TASK STATEMENT:
Where in the data does the word "list" appear? Find those lines and copy them.

▬▬▬

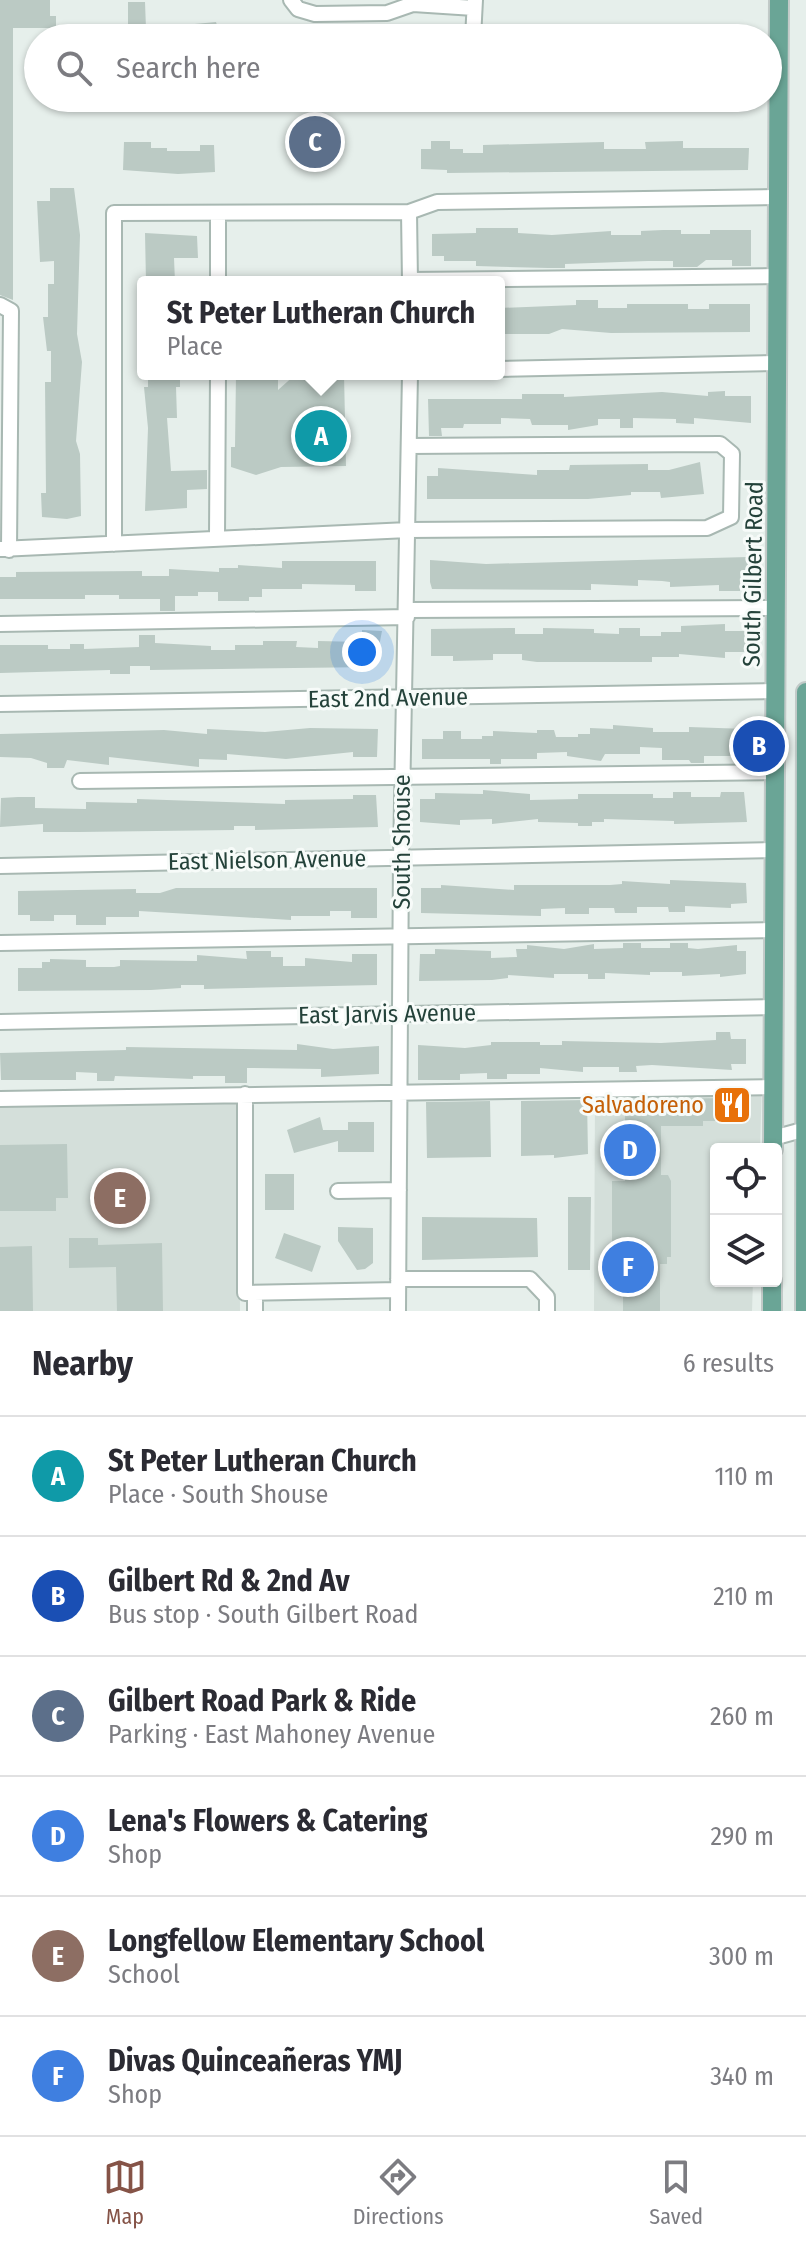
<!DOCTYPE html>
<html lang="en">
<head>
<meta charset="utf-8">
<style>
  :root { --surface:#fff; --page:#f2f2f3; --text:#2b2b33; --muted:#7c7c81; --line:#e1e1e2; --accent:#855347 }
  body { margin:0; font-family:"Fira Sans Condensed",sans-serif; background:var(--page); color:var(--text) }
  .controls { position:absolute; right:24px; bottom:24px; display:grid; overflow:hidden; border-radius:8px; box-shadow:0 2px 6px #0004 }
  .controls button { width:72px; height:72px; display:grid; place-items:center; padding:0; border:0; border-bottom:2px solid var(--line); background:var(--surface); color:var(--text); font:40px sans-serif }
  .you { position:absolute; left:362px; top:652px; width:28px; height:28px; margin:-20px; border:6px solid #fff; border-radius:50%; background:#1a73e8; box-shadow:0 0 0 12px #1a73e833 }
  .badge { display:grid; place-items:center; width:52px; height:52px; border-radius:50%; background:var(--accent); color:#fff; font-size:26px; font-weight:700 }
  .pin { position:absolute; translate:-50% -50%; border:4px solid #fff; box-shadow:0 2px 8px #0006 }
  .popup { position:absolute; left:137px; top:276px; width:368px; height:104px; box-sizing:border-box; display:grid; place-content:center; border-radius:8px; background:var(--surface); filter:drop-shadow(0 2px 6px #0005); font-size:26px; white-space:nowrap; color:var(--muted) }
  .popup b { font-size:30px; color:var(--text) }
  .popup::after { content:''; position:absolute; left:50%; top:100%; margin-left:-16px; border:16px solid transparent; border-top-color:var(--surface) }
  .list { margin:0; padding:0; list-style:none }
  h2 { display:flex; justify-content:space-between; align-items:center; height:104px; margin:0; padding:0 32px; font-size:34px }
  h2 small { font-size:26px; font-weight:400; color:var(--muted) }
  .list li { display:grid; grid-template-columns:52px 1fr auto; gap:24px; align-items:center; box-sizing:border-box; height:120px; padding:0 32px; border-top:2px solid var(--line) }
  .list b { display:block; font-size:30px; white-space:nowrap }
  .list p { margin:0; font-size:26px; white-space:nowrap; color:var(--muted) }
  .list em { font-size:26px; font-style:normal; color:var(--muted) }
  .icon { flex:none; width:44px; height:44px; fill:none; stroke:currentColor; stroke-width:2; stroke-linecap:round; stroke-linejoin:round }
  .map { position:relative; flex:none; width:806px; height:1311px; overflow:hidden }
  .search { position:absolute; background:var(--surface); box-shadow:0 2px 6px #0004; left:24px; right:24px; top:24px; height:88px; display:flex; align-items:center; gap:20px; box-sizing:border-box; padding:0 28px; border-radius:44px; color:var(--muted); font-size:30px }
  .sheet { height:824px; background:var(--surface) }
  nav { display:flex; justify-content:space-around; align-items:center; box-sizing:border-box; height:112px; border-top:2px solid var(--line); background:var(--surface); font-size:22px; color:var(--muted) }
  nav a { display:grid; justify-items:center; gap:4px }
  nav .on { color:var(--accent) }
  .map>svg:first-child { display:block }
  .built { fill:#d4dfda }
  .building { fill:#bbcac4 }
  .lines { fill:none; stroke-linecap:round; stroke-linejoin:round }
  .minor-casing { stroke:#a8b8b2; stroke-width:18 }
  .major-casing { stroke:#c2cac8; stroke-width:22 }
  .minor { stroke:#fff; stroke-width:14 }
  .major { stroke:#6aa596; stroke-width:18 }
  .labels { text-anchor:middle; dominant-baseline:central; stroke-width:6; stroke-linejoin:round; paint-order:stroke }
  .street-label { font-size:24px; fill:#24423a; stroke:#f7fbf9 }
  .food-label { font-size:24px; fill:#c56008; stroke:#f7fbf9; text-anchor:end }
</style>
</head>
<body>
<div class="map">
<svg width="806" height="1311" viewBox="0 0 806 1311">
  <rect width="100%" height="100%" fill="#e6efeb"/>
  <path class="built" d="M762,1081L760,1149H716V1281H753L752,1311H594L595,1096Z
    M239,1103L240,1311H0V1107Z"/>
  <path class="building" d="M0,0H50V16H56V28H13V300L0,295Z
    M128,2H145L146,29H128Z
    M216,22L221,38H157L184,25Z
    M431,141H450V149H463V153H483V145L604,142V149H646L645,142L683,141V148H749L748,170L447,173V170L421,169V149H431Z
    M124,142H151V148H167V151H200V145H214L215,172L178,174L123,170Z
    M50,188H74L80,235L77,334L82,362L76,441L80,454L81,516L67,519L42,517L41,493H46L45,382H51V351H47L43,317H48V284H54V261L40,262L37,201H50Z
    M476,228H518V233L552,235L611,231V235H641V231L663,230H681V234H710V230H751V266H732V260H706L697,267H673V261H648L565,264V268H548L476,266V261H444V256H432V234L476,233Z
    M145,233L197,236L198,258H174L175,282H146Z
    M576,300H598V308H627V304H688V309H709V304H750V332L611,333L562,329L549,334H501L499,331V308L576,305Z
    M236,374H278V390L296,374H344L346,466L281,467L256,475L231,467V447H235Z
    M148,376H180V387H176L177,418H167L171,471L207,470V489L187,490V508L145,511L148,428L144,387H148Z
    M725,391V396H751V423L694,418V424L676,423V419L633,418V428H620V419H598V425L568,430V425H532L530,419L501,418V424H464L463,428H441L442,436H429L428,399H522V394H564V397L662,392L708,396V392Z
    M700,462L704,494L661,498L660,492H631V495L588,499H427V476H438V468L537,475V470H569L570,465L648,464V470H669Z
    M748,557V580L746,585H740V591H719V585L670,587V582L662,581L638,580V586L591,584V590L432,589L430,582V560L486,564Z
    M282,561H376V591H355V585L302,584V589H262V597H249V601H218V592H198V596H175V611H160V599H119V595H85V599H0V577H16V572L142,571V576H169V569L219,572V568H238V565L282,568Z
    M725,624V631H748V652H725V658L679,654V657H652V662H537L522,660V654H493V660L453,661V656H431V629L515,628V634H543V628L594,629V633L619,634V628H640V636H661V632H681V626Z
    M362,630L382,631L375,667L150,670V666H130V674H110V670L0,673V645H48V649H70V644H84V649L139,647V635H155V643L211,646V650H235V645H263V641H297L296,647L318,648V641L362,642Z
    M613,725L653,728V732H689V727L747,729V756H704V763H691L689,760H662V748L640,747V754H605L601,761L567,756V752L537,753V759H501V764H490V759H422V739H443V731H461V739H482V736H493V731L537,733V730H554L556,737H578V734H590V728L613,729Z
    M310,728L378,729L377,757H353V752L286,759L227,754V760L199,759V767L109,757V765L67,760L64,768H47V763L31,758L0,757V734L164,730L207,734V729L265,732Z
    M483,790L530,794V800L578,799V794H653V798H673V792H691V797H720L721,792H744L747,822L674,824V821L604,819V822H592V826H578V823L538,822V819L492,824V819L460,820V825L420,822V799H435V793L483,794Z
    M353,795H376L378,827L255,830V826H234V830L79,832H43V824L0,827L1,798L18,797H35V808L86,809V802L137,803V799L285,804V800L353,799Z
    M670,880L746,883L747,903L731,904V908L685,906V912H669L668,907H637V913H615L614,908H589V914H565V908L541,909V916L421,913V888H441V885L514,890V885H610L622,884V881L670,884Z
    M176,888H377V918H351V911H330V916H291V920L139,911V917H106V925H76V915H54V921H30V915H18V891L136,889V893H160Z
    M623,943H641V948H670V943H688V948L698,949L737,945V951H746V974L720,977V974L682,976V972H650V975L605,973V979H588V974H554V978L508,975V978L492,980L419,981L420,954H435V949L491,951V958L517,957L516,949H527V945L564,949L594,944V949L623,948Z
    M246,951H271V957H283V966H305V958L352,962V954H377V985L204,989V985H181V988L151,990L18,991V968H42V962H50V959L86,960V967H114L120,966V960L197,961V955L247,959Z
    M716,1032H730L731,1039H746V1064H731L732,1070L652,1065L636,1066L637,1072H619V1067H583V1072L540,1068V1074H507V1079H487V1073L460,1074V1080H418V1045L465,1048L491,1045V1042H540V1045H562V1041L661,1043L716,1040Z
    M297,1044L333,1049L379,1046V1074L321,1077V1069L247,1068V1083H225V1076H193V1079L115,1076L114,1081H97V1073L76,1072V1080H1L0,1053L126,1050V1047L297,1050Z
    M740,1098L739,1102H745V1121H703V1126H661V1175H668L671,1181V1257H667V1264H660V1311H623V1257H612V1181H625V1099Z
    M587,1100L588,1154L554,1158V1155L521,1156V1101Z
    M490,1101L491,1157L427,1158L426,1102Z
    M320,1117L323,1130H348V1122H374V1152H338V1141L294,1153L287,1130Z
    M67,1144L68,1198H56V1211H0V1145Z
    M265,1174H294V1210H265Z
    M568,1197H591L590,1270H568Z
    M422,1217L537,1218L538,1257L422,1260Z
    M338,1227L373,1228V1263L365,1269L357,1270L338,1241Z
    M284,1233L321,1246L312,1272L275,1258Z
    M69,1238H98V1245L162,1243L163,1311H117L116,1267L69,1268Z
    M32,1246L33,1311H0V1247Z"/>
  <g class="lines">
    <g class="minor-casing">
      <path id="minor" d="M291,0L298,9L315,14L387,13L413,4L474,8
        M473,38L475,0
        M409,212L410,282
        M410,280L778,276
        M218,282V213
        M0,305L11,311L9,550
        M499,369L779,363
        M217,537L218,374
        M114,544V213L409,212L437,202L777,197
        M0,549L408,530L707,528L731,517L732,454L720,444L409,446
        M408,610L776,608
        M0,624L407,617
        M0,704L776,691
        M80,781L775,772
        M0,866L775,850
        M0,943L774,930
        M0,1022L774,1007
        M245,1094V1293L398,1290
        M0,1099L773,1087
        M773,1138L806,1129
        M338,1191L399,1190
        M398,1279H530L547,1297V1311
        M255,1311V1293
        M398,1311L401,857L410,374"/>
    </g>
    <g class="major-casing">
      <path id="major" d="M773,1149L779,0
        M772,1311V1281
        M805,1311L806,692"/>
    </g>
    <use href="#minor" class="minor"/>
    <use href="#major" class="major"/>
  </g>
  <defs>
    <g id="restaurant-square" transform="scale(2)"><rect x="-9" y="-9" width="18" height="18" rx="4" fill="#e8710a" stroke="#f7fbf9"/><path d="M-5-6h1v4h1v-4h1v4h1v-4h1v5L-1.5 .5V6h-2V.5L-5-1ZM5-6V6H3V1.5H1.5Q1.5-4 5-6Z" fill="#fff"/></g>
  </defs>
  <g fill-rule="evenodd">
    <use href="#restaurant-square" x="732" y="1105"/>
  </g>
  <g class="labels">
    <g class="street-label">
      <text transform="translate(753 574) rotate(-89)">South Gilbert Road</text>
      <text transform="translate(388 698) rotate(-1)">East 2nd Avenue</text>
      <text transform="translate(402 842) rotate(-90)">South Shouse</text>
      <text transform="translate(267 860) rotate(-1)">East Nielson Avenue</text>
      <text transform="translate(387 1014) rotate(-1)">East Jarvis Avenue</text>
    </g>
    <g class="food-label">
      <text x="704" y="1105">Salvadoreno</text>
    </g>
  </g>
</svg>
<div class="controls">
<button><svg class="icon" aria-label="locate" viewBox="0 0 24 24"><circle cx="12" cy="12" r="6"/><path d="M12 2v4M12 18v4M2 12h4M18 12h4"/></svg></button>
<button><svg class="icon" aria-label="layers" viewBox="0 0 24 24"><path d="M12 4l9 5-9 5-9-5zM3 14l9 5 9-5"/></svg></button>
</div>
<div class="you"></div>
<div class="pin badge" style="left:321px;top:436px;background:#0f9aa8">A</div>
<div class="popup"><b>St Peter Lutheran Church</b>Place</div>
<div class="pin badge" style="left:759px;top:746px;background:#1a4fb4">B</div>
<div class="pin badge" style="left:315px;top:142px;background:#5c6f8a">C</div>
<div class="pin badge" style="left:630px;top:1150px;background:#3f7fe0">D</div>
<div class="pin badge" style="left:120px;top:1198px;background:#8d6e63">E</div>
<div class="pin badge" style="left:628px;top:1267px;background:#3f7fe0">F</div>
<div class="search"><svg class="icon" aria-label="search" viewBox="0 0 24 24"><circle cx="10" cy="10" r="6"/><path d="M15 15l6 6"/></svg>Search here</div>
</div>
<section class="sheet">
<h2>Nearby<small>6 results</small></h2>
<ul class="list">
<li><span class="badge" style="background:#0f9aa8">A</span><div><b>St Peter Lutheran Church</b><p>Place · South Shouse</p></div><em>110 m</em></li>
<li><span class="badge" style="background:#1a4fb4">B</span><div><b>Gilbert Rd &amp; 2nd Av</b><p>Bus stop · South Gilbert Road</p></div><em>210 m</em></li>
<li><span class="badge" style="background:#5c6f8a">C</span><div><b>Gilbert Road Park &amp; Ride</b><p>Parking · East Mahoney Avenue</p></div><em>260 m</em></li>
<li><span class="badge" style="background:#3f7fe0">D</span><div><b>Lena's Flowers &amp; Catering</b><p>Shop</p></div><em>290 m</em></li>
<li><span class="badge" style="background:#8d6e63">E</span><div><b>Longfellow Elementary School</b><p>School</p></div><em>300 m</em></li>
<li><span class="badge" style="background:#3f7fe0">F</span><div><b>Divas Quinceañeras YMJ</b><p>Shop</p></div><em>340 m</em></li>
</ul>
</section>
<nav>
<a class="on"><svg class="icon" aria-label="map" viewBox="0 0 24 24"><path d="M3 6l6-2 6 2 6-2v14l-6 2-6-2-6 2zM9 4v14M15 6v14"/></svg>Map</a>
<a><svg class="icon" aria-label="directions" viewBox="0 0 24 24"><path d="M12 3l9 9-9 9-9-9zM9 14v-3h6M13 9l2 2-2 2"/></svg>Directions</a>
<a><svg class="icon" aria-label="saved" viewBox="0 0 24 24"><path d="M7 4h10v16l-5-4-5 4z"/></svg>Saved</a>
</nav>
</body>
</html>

▬▬▬

THE COMPLETED TASK:
  .list { margin:0; padding:0; list-style:none }
  .list li { display:grid; grid-template-columns:52px 1fr auto; gap:24px; align-items:center; box-sizing:border-box; height:120px; padding:0 32px; border-top:2px solid var(--line) }
  .list b { display:block; font-size:30px; white-space:nowrap }
  .list p { margin:0; font-size:26px; white-space:nowrap; color:var(--muted) }
  .list em { font-size:26px; font-style:normal; color:var(--muted) }
<ul class="list">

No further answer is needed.